**What you have to do:** Leave the pictures out and transcribe every record exactly.

+---+

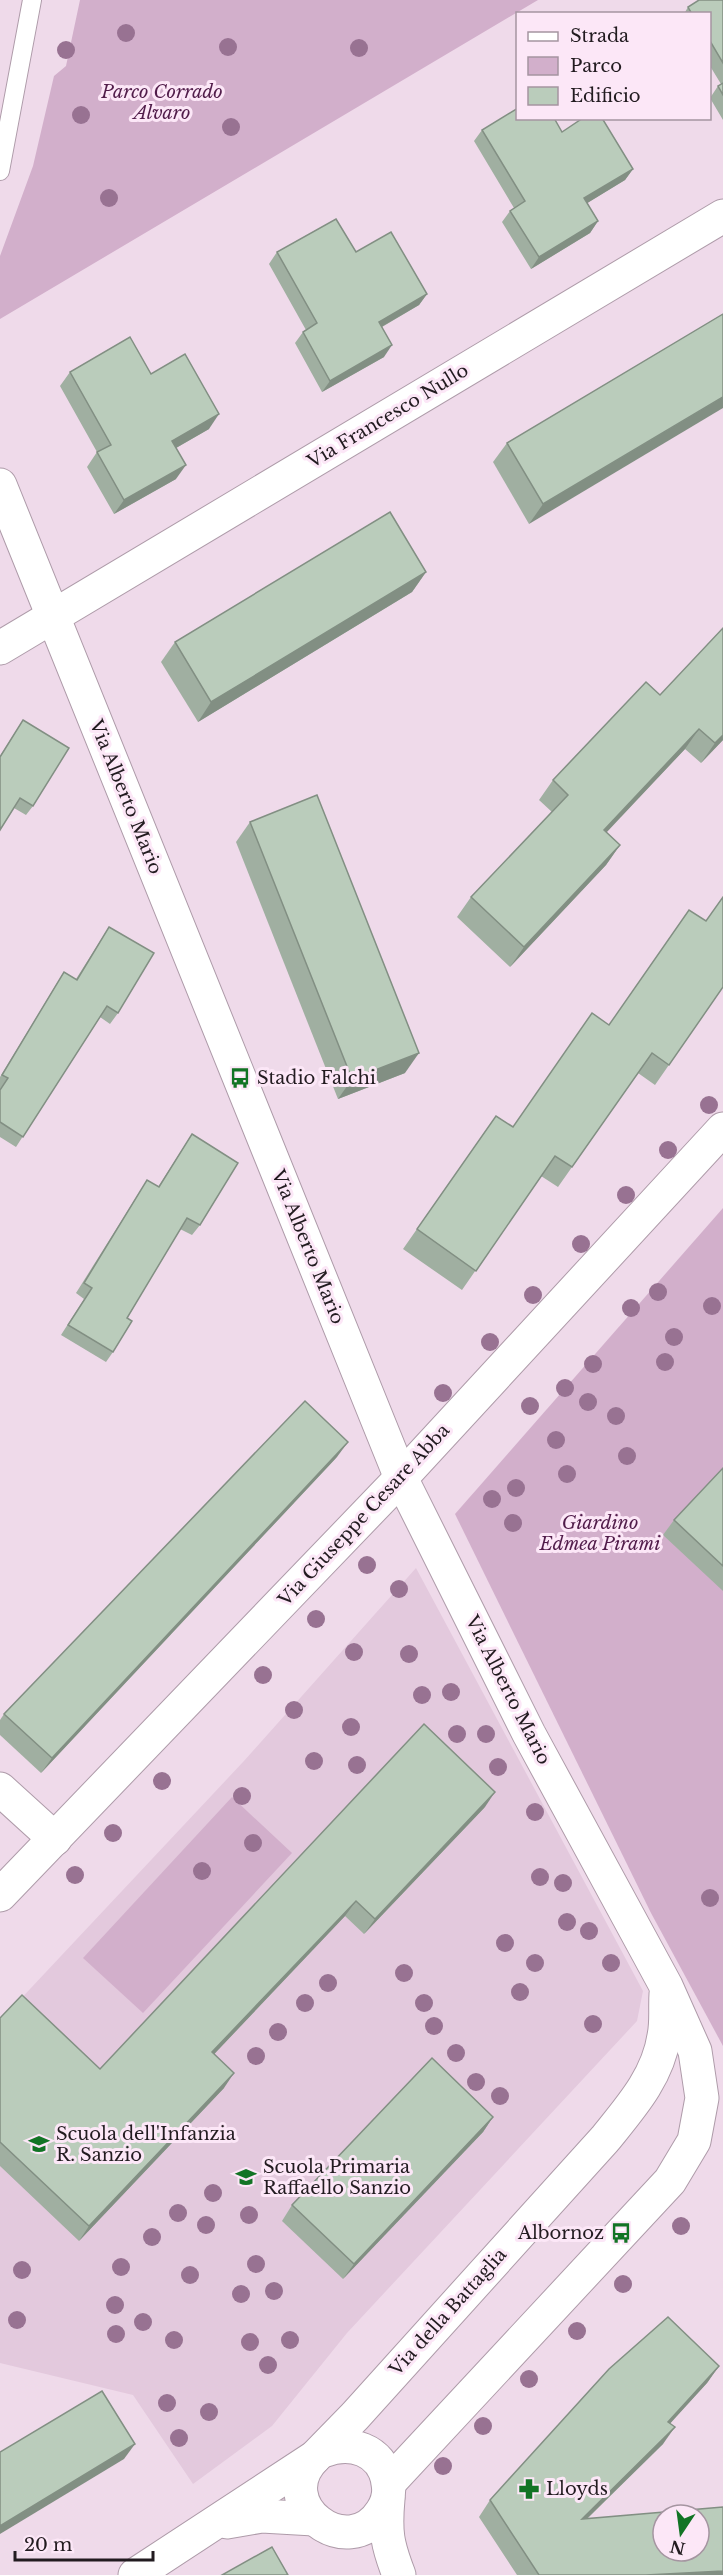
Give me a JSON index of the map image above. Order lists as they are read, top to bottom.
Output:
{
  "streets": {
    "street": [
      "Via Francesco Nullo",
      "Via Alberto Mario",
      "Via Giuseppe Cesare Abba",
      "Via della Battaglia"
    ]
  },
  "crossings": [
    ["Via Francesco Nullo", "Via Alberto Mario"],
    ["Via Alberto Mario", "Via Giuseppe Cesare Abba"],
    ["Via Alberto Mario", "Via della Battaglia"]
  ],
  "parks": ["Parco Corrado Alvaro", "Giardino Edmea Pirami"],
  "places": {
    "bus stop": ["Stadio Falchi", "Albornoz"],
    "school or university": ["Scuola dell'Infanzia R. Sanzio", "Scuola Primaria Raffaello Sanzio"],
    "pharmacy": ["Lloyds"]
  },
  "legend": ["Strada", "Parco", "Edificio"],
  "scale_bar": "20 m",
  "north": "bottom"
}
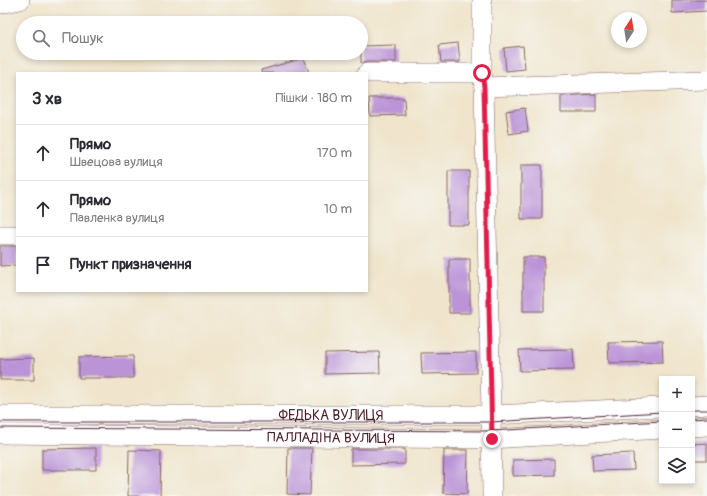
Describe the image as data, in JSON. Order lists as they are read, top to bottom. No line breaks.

+---+

**Result of this task:**
Give me a JSON index of the map image above. Order lists as they are read, top to bottom.
Output:
{
  "streets": {
    "street": [
      "Via Francesco Nullo",
      "Via Alberto Mario",
      "Via Giuseppe Cesare Abba",
      "Via della Battaglia"
    ]
  },
  "crossings": [
    ["Via Francesco Nullo", "Via Alberto Mario"],
    ["Via Alberto Mario", "Via Giuseppe Cesare Abba"],
    ["Via Alberto Mario", "Via della Battaglia"]
  ],
  "parks": ["Parco Corrado Alvaro", "Giardino Edmea Pirami"],
  "places": {
    "bus stop": ["Stadio Falchi", "Albornoz"],
    "school or university": ["Scuola dell'Infanzia R. Sanzio", "Scuola Primaria Raffaello Sanzio"],
    "pharmacy": ["Lloyds"]
  },
  "legend": ["Strada", "Parco", "Edificio"],
  "scale_bar": "20 m",
  "north": "bottom"
}
Describe the image as data, in JSON. Order lists as they are read, top to bottom. No line breaks.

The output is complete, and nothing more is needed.